Are you saying you find it dubious that what you're displaying should be predicated on a well-defined collection of data? Because this is what a model is.

If that's what you're saying, I'm not seeing it. Care to expand on it?



For many, the well-defined collection of data is realized in a relational database. In this case, the challenge is mapping this data onto exact requirements for specific data entry screens or reports.

With complex business rules that cannot be easily implemented via database constraints or triggers, or where the same rule is located on more than one data entry screen, then there is a justified need for an intermediate "model" layer for business logic. However, many applications out there just don't have this complexity. In these cases, having an intermediate model accessible via JSON API may be over engineering. You have to double your mappings. A new feature requires that more code be touched, in different parts of the application. For applications with simple business logic and screens that closely map the database structure, this additional layer may not be worth it.


I guess the question is: What's the alternative to defining models? Just passing around DB cursors directly or maybe pulling the results out of a cursor and storing them in a dynamic collection?

I don't disagree that models are pointless if they're not doing anything other than aping the DB. Why waste your time creating another layer of required translation if it doesn't buy you anything?

With that said, I do think there are some benefits to using statically typed models in languages line C# with larger codebases. It seems like it makes it easier to refactor the application code.


As somebody who loves databases, I think the real issue that folks are meaning to critique isn’t actually using a “model.”

It’s using an ActiveRecord-style ORM (or any ORM) without grokking what lies beneath.

A database layer IS a model. It’s just not a class or an object.

ActiveRecord is a really nice trick when it works … but it can create some really performance-killing side effects.

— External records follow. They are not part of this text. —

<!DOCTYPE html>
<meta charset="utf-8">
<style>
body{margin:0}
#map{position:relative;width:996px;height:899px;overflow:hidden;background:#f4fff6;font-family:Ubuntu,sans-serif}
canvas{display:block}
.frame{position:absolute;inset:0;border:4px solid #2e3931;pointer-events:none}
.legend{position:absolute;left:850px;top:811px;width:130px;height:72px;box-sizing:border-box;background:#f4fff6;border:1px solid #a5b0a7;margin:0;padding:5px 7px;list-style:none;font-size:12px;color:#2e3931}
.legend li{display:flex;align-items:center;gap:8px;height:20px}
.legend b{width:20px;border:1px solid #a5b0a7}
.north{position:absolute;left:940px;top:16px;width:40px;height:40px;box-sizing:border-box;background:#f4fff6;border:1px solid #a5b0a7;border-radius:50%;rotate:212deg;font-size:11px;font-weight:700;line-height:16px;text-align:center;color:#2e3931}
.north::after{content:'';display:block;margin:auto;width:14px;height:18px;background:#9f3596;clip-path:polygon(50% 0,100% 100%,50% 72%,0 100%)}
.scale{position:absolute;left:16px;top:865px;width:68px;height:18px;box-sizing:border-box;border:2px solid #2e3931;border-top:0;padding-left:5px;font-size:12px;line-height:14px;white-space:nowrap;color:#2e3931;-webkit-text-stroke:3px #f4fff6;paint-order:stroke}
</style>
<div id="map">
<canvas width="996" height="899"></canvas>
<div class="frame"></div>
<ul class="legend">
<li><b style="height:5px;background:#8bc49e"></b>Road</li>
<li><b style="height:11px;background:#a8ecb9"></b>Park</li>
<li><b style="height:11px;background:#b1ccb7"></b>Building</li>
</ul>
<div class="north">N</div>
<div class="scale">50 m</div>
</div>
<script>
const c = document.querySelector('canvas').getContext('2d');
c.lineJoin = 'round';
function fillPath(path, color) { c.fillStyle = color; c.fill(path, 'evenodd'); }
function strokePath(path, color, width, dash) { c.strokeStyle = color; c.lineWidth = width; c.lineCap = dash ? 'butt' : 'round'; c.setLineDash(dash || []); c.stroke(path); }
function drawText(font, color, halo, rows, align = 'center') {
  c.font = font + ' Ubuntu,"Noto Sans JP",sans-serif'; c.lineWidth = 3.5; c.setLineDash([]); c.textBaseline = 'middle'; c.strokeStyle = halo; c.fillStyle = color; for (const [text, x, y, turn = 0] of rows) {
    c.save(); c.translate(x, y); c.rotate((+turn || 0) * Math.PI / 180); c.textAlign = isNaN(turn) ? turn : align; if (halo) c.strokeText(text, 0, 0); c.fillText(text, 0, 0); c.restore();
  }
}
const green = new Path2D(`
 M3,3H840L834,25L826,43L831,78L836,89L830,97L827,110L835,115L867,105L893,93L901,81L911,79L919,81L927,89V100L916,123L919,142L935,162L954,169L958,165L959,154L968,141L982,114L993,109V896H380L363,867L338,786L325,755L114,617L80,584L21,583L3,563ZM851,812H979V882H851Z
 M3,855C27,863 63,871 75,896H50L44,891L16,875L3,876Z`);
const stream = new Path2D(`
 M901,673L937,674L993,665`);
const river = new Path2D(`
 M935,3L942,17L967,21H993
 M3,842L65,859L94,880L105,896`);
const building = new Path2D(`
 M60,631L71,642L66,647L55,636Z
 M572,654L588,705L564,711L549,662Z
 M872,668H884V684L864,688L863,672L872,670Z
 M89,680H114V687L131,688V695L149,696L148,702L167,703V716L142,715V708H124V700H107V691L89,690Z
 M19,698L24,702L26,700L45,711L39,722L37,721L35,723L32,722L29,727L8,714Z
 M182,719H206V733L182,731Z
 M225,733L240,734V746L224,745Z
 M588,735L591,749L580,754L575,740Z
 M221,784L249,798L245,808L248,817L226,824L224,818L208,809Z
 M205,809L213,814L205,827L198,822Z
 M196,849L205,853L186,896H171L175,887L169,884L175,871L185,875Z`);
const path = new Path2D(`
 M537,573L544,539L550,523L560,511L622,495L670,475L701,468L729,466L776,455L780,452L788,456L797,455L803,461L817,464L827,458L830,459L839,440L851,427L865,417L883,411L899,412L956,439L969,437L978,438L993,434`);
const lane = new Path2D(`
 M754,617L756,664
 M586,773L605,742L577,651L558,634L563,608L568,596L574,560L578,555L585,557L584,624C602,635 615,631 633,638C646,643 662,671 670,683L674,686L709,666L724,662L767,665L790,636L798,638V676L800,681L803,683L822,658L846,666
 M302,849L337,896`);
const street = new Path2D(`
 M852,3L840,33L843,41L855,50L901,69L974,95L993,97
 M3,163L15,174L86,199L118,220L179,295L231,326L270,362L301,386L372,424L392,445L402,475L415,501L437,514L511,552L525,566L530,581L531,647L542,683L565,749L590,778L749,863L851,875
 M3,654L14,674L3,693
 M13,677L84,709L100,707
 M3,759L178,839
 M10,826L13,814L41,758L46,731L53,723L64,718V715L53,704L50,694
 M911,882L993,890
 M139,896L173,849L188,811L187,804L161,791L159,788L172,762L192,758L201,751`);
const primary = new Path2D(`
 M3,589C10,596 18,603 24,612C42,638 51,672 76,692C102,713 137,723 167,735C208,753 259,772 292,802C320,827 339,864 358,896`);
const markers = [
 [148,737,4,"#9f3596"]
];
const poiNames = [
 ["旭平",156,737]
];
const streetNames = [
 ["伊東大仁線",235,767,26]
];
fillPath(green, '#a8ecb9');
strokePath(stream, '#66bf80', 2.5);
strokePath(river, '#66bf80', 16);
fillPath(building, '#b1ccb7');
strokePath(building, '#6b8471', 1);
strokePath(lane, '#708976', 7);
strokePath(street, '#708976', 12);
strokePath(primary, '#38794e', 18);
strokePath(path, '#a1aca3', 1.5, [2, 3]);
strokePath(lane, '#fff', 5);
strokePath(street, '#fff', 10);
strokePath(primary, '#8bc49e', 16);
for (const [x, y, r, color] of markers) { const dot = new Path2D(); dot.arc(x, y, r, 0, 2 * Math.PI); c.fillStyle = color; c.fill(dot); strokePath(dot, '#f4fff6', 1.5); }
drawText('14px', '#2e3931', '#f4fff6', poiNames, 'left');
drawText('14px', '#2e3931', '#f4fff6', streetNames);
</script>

Ruby’s Datawrapper ORM and its siblings in other languages requires understanding both sides (the object system and RDBMS) but can let you get your class/object semantics to play nicely with your database.

And just passing around database connections and arrays of hashes can get you awfully far.

But, if you want to not think about the database layer, ActiveRecord-style ORMs are a real win for developer ergonomics.

And that’s part of the win of Rails/Django/etc. You can live in a single mental model (classes/objects with references to each other) and ignore the database layer.

Except when you can’t.

One reason (not a criticism) that NoSQL can be such a win is that the semantics are closer to class/object semantics. So you’re not trying to manipulate data with an abstraction that doesn’t quite fit.